> _Aim of the task_:
Report each line of the entries below that includes "limit".

> _Material for this task_:
"""
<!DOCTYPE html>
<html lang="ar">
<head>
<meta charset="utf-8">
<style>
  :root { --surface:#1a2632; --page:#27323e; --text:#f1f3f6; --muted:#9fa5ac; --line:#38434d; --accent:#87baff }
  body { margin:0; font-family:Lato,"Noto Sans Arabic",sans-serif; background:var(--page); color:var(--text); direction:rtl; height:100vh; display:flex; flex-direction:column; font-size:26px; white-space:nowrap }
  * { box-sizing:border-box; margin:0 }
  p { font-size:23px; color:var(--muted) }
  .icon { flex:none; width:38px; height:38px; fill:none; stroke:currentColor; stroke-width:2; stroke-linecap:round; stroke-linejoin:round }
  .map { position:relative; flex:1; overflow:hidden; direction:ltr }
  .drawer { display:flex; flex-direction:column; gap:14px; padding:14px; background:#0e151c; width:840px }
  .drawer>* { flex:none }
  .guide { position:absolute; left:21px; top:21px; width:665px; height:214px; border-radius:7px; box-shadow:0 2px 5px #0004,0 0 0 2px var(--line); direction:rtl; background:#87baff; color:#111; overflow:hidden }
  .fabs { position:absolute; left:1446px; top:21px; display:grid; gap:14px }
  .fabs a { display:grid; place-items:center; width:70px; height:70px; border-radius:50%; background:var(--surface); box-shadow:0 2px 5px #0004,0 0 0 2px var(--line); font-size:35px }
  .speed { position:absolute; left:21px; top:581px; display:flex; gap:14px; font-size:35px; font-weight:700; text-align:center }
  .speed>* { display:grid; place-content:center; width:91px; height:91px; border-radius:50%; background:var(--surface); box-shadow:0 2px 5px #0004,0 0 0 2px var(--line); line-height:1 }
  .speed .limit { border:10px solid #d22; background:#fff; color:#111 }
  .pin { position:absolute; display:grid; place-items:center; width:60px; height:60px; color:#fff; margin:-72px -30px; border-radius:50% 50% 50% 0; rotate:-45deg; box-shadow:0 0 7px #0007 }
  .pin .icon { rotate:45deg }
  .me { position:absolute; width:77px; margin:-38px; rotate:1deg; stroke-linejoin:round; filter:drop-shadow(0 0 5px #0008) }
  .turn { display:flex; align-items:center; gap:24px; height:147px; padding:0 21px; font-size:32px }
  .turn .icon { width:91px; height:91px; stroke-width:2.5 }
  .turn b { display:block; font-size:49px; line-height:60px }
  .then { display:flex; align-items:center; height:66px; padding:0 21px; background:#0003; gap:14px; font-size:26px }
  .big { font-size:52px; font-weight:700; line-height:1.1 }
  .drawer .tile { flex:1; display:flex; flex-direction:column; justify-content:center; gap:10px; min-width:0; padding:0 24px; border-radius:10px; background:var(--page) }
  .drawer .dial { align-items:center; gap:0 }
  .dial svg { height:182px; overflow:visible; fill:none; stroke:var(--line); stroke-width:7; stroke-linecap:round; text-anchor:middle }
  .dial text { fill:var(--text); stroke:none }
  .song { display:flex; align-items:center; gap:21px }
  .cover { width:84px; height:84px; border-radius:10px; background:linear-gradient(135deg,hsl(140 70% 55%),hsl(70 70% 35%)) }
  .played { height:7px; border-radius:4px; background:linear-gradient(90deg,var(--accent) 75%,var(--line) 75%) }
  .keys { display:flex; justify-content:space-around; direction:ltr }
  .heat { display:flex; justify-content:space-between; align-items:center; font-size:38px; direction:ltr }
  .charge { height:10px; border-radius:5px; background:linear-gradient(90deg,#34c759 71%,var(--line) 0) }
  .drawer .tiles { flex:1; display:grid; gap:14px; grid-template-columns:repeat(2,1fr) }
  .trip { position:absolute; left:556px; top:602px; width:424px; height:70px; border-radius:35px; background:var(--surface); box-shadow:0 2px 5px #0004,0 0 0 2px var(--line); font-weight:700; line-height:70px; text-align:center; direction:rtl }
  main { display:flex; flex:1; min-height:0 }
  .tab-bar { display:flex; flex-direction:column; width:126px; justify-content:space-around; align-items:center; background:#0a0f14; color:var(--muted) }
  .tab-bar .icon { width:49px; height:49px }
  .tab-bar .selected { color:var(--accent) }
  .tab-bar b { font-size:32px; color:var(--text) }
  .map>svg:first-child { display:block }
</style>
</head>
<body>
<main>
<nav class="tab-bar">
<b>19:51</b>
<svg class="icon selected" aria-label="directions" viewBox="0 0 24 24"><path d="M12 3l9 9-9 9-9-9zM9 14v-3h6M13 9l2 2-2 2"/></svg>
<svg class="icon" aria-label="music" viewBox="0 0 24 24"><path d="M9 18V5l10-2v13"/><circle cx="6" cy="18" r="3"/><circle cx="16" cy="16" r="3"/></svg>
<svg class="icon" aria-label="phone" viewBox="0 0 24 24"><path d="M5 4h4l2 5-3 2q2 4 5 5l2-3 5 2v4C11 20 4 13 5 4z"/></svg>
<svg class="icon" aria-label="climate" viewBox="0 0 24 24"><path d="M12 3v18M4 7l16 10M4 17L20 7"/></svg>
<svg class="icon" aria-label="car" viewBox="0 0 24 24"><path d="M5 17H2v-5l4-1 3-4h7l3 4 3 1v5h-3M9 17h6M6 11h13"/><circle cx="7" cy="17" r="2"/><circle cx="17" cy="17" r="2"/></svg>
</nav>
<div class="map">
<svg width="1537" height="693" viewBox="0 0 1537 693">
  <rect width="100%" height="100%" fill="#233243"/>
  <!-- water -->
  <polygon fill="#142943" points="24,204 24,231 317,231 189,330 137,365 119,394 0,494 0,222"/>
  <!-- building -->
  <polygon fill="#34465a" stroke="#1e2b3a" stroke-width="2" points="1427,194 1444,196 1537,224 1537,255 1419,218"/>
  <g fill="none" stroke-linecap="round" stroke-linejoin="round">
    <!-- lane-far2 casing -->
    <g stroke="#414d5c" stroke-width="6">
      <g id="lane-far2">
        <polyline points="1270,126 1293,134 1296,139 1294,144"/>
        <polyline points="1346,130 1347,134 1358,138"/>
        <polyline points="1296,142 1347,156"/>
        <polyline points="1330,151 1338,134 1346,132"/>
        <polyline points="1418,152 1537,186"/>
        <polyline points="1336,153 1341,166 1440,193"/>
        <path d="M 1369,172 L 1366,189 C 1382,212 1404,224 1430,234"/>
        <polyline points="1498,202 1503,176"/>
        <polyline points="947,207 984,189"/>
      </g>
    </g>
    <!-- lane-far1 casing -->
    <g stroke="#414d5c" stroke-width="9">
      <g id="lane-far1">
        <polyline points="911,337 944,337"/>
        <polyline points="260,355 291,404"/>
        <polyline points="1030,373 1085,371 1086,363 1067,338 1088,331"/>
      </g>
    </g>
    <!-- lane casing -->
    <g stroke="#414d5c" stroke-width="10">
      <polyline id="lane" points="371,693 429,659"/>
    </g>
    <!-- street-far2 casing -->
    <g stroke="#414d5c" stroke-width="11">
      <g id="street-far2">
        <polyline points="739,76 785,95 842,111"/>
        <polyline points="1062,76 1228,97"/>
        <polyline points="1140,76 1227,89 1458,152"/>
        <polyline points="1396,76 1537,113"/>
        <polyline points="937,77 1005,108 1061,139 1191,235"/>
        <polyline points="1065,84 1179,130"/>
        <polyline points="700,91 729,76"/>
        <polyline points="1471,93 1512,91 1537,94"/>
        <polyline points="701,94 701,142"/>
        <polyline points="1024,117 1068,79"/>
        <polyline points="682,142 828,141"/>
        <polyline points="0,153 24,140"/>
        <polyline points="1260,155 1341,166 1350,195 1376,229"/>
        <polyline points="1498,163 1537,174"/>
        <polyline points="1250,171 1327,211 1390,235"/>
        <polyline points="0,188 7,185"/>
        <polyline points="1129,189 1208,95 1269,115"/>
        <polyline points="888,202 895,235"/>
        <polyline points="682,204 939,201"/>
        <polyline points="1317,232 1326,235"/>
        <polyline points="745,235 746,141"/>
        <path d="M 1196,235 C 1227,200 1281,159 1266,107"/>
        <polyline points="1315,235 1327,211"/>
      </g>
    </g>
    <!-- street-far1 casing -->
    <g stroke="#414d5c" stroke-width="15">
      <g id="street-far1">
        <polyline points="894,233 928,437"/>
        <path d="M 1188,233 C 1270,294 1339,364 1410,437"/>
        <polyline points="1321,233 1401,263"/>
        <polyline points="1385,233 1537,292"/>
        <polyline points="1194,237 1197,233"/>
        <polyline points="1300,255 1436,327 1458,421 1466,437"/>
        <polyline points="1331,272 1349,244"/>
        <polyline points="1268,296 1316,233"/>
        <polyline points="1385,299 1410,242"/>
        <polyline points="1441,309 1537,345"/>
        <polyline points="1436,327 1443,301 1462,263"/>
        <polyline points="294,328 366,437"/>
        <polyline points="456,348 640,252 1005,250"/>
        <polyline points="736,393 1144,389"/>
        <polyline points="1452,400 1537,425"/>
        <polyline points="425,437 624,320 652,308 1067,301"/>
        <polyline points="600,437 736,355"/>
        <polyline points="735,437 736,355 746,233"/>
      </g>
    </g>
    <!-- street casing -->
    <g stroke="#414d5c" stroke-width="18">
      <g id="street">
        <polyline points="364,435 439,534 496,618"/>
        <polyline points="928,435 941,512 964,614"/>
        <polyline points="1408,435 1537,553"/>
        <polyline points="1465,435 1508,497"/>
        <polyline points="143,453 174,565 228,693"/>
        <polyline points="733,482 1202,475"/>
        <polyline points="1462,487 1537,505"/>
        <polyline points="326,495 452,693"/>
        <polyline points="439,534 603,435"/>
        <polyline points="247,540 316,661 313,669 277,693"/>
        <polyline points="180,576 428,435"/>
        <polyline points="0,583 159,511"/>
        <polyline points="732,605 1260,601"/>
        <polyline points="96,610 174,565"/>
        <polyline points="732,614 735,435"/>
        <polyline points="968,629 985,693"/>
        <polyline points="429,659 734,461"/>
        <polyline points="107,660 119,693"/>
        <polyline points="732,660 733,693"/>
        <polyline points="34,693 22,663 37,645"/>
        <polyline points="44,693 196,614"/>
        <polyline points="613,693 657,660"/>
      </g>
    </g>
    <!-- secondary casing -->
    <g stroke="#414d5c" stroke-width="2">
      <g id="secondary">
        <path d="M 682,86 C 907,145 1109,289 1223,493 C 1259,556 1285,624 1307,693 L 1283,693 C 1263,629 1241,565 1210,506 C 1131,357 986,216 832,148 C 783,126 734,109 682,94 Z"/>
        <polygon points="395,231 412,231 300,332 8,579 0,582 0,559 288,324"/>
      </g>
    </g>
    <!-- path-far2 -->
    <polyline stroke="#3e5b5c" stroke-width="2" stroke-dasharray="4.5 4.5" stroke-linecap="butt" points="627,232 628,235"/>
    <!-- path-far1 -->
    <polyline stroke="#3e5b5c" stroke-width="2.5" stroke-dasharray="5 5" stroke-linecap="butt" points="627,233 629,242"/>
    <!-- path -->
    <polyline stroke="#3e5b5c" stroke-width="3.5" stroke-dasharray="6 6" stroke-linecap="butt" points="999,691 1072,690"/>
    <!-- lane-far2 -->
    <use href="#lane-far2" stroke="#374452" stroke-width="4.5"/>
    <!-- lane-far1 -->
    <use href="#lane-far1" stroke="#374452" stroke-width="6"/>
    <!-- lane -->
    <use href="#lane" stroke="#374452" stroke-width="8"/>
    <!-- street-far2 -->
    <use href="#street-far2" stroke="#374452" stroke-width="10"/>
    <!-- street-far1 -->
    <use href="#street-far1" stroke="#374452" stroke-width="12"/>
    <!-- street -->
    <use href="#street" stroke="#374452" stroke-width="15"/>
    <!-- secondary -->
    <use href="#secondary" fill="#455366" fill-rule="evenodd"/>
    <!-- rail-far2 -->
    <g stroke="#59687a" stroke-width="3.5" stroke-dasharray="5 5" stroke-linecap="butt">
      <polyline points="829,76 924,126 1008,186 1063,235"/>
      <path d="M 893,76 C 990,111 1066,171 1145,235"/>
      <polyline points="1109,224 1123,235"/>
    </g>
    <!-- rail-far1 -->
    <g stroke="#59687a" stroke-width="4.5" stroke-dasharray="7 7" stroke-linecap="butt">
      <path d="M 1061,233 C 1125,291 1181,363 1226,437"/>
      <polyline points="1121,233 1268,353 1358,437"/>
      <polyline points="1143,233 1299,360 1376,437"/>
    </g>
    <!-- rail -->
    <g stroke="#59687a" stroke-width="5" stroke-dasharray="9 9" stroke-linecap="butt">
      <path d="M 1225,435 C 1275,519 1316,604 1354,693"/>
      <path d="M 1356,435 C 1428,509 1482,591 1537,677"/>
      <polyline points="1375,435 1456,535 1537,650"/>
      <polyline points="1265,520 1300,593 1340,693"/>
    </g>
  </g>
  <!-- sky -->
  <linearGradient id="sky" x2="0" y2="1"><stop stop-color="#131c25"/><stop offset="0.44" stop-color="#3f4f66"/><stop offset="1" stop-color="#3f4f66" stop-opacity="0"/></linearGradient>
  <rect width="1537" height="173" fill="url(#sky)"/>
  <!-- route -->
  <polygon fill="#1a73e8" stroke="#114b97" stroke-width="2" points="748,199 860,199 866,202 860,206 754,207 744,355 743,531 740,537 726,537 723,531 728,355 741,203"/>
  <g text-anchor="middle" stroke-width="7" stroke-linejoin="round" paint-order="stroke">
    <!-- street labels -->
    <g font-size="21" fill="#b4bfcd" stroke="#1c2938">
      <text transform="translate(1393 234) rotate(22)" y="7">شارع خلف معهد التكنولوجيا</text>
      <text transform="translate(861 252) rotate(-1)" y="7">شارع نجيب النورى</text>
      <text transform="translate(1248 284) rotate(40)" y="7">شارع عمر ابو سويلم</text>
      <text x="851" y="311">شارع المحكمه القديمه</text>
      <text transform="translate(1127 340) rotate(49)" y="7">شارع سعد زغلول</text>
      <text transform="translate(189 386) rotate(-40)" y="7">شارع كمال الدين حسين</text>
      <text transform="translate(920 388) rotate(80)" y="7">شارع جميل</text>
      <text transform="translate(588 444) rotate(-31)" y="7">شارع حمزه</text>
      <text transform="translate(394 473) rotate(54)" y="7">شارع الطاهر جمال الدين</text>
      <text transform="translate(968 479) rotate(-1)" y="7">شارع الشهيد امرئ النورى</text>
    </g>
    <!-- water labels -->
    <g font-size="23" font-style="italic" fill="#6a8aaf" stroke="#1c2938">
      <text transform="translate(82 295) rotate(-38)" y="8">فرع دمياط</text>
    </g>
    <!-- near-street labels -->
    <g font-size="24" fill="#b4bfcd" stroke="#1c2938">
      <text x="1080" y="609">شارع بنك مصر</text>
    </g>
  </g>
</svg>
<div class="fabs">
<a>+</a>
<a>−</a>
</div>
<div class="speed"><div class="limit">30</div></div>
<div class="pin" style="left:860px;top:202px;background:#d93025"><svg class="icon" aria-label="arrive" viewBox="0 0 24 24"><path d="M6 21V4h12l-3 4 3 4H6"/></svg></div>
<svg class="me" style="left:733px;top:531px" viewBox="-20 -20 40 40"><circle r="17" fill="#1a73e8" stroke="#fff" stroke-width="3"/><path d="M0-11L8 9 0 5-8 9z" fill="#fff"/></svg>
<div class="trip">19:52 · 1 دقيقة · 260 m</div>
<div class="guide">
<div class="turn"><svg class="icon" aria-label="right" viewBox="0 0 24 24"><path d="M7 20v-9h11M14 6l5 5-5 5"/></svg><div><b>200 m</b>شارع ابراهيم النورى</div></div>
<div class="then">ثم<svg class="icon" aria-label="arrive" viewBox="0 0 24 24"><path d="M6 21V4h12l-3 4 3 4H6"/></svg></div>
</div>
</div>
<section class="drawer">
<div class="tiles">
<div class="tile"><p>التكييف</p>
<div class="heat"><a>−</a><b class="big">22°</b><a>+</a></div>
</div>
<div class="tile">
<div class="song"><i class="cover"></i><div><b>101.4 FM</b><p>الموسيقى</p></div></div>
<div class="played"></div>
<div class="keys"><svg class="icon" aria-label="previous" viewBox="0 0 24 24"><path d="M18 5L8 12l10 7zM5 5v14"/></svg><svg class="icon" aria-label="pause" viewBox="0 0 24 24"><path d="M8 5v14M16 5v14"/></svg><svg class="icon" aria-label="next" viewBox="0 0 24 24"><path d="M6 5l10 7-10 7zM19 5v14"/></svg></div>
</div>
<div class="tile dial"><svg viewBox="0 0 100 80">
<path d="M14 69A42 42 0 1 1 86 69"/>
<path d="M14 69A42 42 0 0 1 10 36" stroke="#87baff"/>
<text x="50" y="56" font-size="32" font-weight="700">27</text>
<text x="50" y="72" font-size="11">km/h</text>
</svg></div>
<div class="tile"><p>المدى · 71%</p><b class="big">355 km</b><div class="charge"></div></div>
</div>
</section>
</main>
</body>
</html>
"""
> _Solved exercise_:
  .speed .limit { border:10px solid #d22; background:#fff; color:#111 }
<div class="speed"><div class="limit">30</div></div>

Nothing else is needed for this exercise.